Single by ABC

from the album How to Be a ... Zillionaire!
- B-side: "(How to Be A) Billionaire"
- Released: 2 November 1984
- Recorded: 1984
- Genre: Synth-pop
- Length: 3:34
- Label: Mercury; Neutron; Phonogram; Vertigo;
- Songwriter(s): Martin Fry; Mark White;
- Producer(s): Martin Fry; Mark White;

ABC singles chronology
| "S.O.S." (1984) | "(How to Be A) Millionaire" (1984) | "Be Near Me" (1985) |

= (How to Be A) Millionaire =

1984 song by the English band ABC

"(How to Be A) Millionaire" is a song by the English pop band ABC. It was the first single taken from their third studio album, How to Be a ... Zillionaire! (1985).

The single peaked at a modest No. 49 on the UK Singles Chart, though it fared better in the US where it reached No. 20 on the US Billboard Hot 100 and No. 4 on the Hot Dance Club Play chart.

==Critical reception==
Upon its release, the song received a poor reception by Smash Hits reviewer Neil Tennant who found ABC imitating American dance records "There's no originality or feeling - ABC are just desperately apeing an already over-imitated sound."

==Music video==
The animated music video shows a cartoon Martin Fry and Mark White being overwhelmed by their luxury goods, which are continually growing in size.
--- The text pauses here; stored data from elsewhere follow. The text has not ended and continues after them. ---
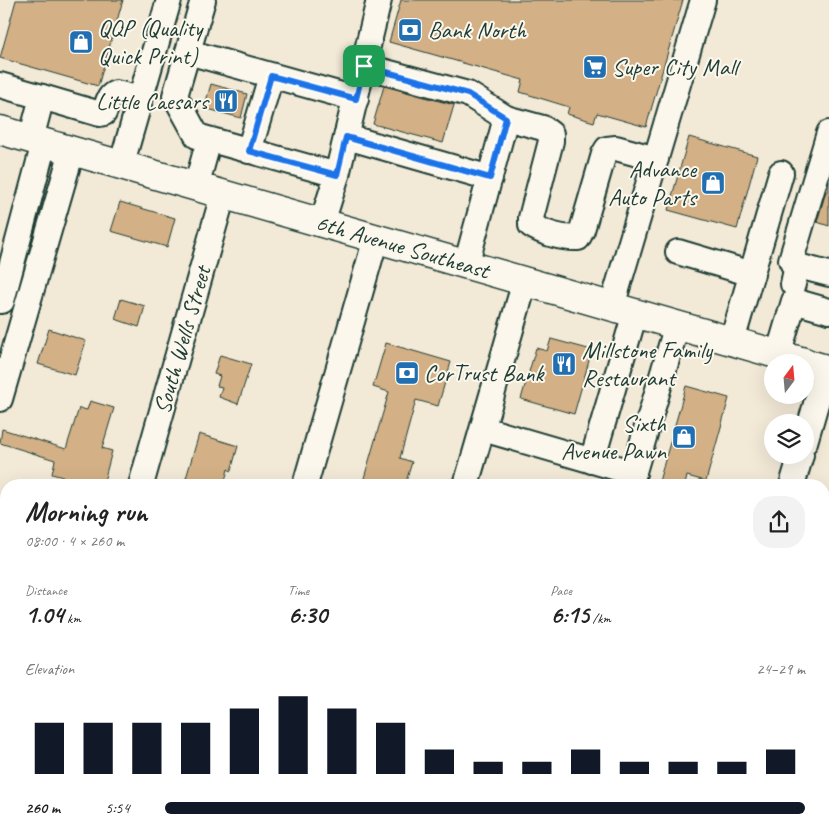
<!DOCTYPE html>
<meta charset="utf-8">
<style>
body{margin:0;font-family:Caveat,sans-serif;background:#f2f2f2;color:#222;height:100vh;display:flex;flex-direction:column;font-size:19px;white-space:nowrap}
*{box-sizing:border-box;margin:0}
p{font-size:16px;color:#767676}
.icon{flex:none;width:28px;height:28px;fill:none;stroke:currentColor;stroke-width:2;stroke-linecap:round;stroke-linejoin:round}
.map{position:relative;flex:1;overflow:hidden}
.sheet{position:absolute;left:0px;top:479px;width:830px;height:359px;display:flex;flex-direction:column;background:#fff;border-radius:20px 20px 0 0;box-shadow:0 5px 20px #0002}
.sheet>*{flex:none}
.needle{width:32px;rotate:16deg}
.tools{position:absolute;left:764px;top:354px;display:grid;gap:10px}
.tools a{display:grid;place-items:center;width:50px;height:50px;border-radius:50%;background:#fff;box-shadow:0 5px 20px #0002;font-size:25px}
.pin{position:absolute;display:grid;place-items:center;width:42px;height:42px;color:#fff;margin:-21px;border-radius:10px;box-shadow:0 2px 8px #0006}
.round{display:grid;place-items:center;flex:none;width:52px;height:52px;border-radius:20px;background:#f2f2f2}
.summary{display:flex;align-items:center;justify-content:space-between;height:85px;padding:0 25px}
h1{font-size:28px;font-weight:600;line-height:38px}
.figures{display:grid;grid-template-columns:repeat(3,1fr);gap:8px;height:85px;padding:5px 25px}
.figures div{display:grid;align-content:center}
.figures b{font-size:25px;font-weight:600}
.figures small{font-size:14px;font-weight:400}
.figures p{font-size:14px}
.chart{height:140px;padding:10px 25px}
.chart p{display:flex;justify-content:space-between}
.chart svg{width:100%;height:90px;margin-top:5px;stroke:#111827;stroke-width:6}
ul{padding:0 25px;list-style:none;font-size:16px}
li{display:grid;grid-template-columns:80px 60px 1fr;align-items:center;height:38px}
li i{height:12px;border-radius:6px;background:#111827}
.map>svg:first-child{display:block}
.building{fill:#d3b085;stroke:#1f3d34}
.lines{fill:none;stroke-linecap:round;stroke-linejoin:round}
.minor-casing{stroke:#1f3d34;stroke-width:28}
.highway-casing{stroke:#1f3d34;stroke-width:31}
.minor{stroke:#fbf7ec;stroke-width:24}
.highway{stroke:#fbf7ec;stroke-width:28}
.route-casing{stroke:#fff;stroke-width:10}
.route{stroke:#1a73e8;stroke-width:6}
.labels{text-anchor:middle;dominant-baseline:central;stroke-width:4;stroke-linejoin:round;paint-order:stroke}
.poi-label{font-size:24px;fill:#1f3d34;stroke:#fbf7ec;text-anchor:start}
.street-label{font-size:24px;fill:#1f3d34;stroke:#fbf7ec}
</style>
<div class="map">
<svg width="829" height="837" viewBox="0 0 829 837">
<rect width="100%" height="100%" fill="#f3e9d7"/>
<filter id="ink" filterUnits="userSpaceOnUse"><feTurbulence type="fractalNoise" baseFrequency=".02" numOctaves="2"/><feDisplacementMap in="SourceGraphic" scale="10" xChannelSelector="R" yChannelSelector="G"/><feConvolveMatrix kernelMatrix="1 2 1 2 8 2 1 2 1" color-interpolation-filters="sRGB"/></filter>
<g filter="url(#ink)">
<g class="building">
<polygon points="16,0 123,0 98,86 0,58"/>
<polygon points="401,0 683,0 646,127 597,113 594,122 567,114 569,107 520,92 523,80 389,42"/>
<polygon points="211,84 247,94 241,118 204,108"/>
<polygon points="384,86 454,105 443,143 373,124"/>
<polygon points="689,137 757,156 737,229 668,210"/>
<polygon points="829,181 829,226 817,222"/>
<polygon points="120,202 175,218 167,247 111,231"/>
<polygon points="121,299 145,306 139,327 115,319"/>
<polygon points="49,329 86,341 75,375 38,364"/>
<polygon points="551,339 592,350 574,414 521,399 536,348 547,351"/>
<polygon points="386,343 451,362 438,406 416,400 400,458 412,462 405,485 362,485 389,392 373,387"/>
<polygon points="220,355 251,364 238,404 219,397 222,387 217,386 220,376 214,374"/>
<polygon points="686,386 729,398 706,481 687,476 685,485 658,485"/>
<polygon points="90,401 114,408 102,448 112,451 103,485 92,485 52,474 55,460 0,443 2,429 66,449 79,408 87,410"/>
<polygon points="199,434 238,446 231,471 228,469 224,485 184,485"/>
</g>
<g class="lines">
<defs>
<g id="minor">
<polyline points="203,0 175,96 197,136 337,175 379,0"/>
<polyline points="188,52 356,99"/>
<polyline points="364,66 468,94 506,118 466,265"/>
<polyline points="0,85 42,97 31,139"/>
<path d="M 42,97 L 100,114 L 104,113 C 108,105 107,96 116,93 L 140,99"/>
<path d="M 506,118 L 543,128 L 551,134 L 551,141 L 531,218 L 531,225 C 543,233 563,239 578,238 L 582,230 L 604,154 L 607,149 L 616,148 L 656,159"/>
<polyline points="347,137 490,178"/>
<polyline points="249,151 271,76"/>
<polyline points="121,166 169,0"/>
<polyline points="196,187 209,140"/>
<polyline points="322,223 337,175"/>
<polyline points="678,252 752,274"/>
<polyline points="796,270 791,260 829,133"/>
<polyline points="793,284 796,270 802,267 829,274"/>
<polyline points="0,301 2,301 44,143"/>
<polyline points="612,306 703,0"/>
<polyline points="732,341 781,173"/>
<polyline points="778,355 794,301 829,311"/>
<polyline points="0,399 72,151"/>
<polyline points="483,429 634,473"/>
<polyline points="805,442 826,369"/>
<polyline points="592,461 635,313"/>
<polyline points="141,485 223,195"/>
<polyline points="305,485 376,238"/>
<polyline points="466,485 525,281"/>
<polyline points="630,485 677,325"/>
<polyline points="792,485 801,455"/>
<polyline points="0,647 6,648"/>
<polyline points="639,831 659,837"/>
<polyline points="36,837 38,831"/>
<polyline points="204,837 206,831"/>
<polyline points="364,837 366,831"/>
<polyline points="529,837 531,831"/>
<polyline points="690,837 691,831"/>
</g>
<g id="highway">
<path id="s1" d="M 0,130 L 804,362"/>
<polyline points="805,363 829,370"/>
</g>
</defs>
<use href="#minor" class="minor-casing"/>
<use href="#highway" class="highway-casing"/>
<use href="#minor" class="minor"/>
<use href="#highway" class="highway"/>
</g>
</g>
<g class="lines" filter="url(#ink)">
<defs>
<polygon id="route" points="364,66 468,94 506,118 490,178 346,137 337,175 249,151 271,76 356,99"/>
</defs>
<use href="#route" class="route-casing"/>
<use href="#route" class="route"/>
</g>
<defs>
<symbol id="bank-square" viewBox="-11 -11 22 22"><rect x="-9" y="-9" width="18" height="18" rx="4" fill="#1f6fb2" stroke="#fbf7ec"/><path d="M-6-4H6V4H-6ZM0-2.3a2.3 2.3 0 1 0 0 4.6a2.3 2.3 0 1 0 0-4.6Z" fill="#fff"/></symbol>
<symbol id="shop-square" viewBox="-11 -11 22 22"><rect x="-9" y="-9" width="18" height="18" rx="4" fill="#1f6fb2" stroke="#fbf7ec"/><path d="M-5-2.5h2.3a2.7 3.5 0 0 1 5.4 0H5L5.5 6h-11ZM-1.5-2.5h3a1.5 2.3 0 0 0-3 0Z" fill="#fff"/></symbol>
<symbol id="supermarket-square" viewBox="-11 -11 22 22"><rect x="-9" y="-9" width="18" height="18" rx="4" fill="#1f6fb2" stroke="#fbf7ec"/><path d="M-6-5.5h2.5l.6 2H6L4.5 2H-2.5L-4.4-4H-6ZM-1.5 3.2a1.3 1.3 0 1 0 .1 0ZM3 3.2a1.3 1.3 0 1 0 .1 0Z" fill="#fff"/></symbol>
<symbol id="restaurant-square" viewBox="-11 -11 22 22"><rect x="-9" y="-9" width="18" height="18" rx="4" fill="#1f6fb2" stroke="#fbf7ec"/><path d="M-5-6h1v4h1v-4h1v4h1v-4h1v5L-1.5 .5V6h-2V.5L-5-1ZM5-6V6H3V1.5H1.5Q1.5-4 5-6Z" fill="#fff"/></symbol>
</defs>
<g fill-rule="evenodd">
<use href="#bank-square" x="396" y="16" width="28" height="28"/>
<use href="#shop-square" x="67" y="28" width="28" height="28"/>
<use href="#supermarket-square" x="581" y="53" width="28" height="28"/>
<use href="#restaurant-square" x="212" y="87" width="28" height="28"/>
<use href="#shop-square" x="699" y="169" width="28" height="28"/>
<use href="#restaurant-square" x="550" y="350" width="28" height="28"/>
<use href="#bank-square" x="393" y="359" width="28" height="28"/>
<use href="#shop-square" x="670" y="423" width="28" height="28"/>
</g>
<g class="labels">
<g class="poi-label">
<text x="98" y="28">QQP (Quality<tspan x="98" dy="28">Quick Print)</tspan></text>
<text x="428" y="30">Bank North</text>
<text x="612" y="67">Super City Mall</text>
<text x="208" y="101" text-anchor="end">Little Caesars</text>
<text x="696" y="169" text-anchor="end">Advance<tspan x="696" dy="28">Auto Parts</tspan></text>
<text x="582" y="350">Millstone Family<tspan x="582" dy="28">Restaurant</tspan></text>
<text x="424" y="373">CorTrust Bank</text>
<text x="666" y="423" text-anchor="end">Sixth<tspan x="666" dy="28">Avenue Pawn</tspan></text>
</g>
<g class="street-label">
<text stroke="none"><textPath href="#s1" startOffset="419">6th Avenue Southeast</textPath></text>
<text transform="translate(182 340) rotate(-74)">South Wells Street</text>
</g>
</g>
</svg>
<div class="tools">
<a><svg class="needle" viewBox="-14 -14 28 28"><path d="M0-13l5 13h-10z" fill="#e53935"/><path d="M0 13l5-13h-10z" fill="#767676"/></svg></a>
<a><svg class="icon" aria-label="layers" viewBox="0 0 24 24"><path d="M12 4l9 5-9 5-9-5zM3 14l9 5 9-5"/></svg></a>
</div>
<div class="pin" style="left:364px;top:66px;background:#1e9e55"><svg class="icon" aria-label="arrive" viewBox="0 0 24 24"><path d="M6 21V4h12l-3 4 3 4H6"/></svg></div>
<section class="sheet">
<div class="summary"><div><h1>Morning run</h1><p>08:00 · 4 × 260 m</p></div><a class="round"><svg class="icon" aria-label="share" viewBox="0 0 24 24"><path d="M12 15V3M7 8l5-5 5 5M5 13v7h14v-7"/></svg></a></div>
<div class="figures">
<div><p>Distance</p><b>1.04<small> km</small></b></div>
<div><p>Time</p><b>6:30</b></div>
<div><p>Pace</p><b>6:15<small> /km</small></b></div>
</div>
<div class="chart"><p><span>Elevation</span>24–29 m</p>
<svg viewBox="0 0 160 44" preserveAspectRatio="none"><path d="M5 44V19M15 44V19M25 44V19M35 44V19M45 44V12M55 44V6M65 44V12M75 44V19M85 44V32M95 44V38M105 44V38M115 44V32M125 44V38M135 44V38M145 44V38M155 44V32"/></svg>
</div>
<ul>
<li><b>260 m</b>5:54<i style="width:100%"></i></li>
</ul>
</section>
</div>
The other two band members make a brief appearance also in animated form.

==Track listing==
===7": Neutron NT107===
1. "(How to Be A) Millionaire" – 3:30
2. "(How to Be A) Billionaire" – 3:37

===12": Neutron NTXR 107===
1. "(How to Be A) Zillionaire" (Bond Street Mix) – 6:05
2. "(How to Be A) Millionaire" (Single Remix) – 3:31
3. "(How to Be A) Millionaire" (A Capella Version) – 3:30

===12": Neutron NTX 107===
1. "(How to Be A) Zillionaire" (Wall Street Mix) – 7:33
2. "(How to Be A) Millionaire" – 3:31
3. "(How to Be A) Millionaire" (Accapella) – 3:30
4. "(How to Be A) Millionaire" (Nickel & Dime Mix) – 5:22 (included on US version only)

==Chart performance==

| Chart (1986) | Peak position |
|---|---|
| UK Singles Chart | 49 |
| U.S. Billboard Hot 100 | 20 |
| U.S. Billboard Hot Dance Club Play | 4 |

==In popular culture==
- The CBS Orchestra played the song for Regis Philbin when he was a guest on the Late Show with David Letterman. Philbin was the former host of Who Wants to Be a Millionaire for the ABC television network.
- The song appears in Party Monster (2003).
- The song appears on the in-game radio station Wave 103 in the video game Grand Theft Auto: Vice City Stories, released in 2006.